[[ EXTRACTED ENTRIES open ]]
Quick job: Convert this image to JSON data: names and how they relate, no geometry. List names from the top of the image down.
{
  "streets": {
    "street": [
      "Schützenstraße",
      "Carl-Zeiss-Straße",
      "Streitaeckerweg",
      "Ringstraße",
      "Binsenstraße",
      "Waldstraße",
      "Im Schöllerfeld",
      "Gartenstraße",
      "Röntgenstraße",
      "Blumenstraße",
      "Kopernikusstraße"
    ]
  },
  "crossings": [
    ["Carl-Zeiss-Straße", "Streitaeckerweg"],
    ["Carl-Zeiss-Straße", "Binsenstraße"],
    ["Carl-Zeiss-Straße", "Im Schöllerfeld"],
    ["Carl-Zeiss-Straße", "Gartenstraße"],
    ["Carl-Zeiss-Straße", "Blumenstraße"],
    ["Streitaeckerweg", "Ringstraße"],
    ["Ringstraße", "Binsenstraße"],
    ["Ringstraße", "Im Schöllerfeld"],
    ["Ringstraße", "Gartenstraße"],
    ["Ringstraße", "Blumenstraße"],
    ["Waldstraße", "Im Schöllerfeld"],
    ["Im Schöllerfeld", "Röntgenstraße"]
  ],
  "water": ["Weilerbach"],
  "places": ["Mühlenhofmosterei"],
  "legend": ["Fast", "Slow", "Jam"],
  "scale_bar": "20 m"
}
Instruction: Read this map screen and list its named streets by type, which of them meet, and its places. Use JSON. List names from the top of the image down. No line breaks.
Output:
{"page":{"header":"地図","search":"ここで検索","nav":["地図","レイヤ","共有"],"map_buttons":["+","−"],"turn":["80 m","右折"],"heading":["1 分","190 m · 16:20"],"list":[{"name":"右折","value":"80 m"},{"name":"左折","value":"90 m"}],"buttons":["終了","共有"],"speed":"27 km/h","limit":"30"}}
[[ EXTRACTED ENTRIES closed ]]
WORK TO BE COMPLETED: Set down the entire listing once more, keeping every line exactly as it reads.

OUTPUT OF THE EXERCISE:
Quick job: Convert this image to JSON data: names and how they relate, no geometry. List names from the top of the image down.
{
  "streets": {
    "street": [
      "Schützenstraße",
      "Carl-Zeiss-Straße",
      "Streitaeckerweg",
      "Ringstraße",
      "Binsenstraße",
      "Waldstraße",
      "Im Schöllerfeld",
      "Gartenstraße",
      "Röntgenstraße",
      "Blumenstraße",
      "Kopernikusstraße"
    ]
  },
  "crossings": [
    ["Carl-Zeiss-Straße", "Streitaeckerweg"],
    ["Carl-Zeiss-Straße", "Binsenstraße"],
    ["Carl-Zeiss-Straße", "Im Schöllerfeld"],
    ["Carl-Zeiss-Straße", "Gartenstraße"],
    ["Carl-Zeiss-Straße", "Blumenstraße"],
    ["Streitaeckerweg", "Ringstraße"],
    ["Ringstraße", "Binsenstraße"],
    ["Ringstraße", "Im Schöllerfeld"],
    ["Ringstraße", "Gartenstraße"],
    ["Ringstraße", "Blumenstraße"],
    ["Waldstraße", "Im Schöllerfeld"],
    ["Im Schöllerfeld", "Röntgenstraße"]
  ],
  "water": ["Weilerbach"],
  "places": ["Mühlenhofmosterei"],
  "legend": ["Fast", "Slow", "Jam"],
  "scale_bar": "20 m"
}
Instruction: Read this map screen and list its named streets by type, which of them meet, and its places. Use JSON. List names from the top of the image down. No line breaks.
Output:
{"page":{"header":"地図","search":"ここで検索","nav":["地図","レイヤ","共有"],"map_buttons":["+","−"],"turn":["80 m","右折"],"heading":["1 分","190 m · 16:20"],"list":[{"name":"右折","value":"80 m"},{"name":"左折","value":"90 m"}],"buttons":["終了","共有"],"speed":"27 km/h","limit":"30"}}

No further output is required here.